Abstract Mononuclear complexes of the type [( p‐ cymene)RuX(CO)(PR 3 )][OTf] (R=Ph, Cy; X=Cl, OTf) promote the direct catalytic propargylation of furan with propargyl alcohols. These precursors are generated in situ from [( p ‐cymene)RuCl(OTf)(PR 3 )] by activation of the propargylic alcohol, leading to the carbonyl ligand formation via allenylidene and alkenyl‐hydroxycarbene intermediates.
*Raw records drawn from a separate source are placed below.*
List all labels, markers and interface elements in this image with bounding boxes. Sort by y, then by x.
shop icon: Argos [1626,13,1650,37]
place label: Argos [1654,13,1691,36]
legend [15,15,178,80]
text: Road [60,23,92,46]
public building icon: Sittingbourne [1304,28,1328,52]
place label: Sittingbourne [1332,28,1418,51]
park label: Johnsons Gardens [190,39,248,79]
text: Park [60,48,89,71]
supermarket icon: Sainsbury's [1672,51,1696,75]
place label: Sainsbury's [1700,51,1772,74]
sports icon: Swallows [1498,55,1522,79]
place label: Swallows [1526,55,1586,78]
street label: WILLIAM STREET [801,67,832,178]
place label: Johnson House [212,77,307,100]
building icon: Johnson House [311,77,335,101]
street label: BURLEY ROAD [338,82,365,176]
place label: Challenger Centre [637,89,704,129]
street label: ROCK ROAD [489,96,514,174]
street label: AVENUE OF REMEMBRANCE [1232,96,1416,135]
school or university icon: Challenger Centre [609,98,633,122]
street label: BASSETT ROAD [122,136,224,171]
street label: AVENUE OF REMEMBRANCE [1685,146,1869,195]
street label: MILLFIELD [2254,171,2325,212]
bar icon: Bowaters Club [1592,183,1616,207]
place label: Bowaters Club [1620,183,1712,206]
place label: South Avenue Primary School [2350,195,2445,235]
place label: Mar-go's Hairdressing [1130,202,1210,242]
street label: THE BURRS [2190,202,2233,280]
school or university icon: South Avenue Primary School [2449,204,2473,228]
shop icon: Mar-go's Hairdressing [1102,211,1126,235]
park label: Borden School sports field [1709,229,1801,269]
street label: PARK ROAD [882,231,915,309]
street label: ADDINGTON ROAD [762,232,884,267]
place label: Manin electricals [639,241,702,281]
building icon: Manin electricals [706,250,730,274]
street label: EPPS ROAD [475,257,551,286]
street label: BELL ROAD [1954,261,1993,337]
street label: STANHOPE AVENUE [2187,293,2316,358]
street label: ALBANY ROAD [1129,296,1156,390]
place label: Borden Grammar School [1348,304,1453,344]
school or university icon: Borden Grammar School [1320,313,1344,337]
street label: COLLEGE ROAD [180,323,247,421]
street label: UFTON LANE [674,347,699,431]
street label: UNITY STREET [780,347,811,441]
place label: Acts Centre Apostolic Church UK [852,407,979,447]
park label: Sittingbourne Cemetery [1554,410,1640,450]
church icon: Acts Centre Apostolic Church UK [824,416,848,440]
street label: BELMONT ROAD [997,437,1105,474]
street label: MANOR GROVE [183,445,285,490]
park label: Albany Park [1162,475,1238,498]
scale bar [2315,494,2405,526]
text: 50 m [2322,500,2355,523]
The generation of the catalytically active species requires a short initial thermal activation to induce decoordination of the p ‐cymene ligand. The in situ generated catalyst has been applied to catalytic transformations of alkynes and propargylic alcohols: propargylation of furans, propargyl ether synthesis from internal and terminal propargylic alcohols with propargyl, homopropargyl and allyl alcohols, selective dimerization of phenylacetylene into E ‐enyne, and propargyl alcohol rearrangement into α,β‐unsaturated aldehydes and ketones via the Meyer–Schuster rearrangement. The propargylation of propargylic alcohols containing internal CC bonds suggests an activation via the Nicholas‐type intermediate, the metal‐stabilized propargyl cation.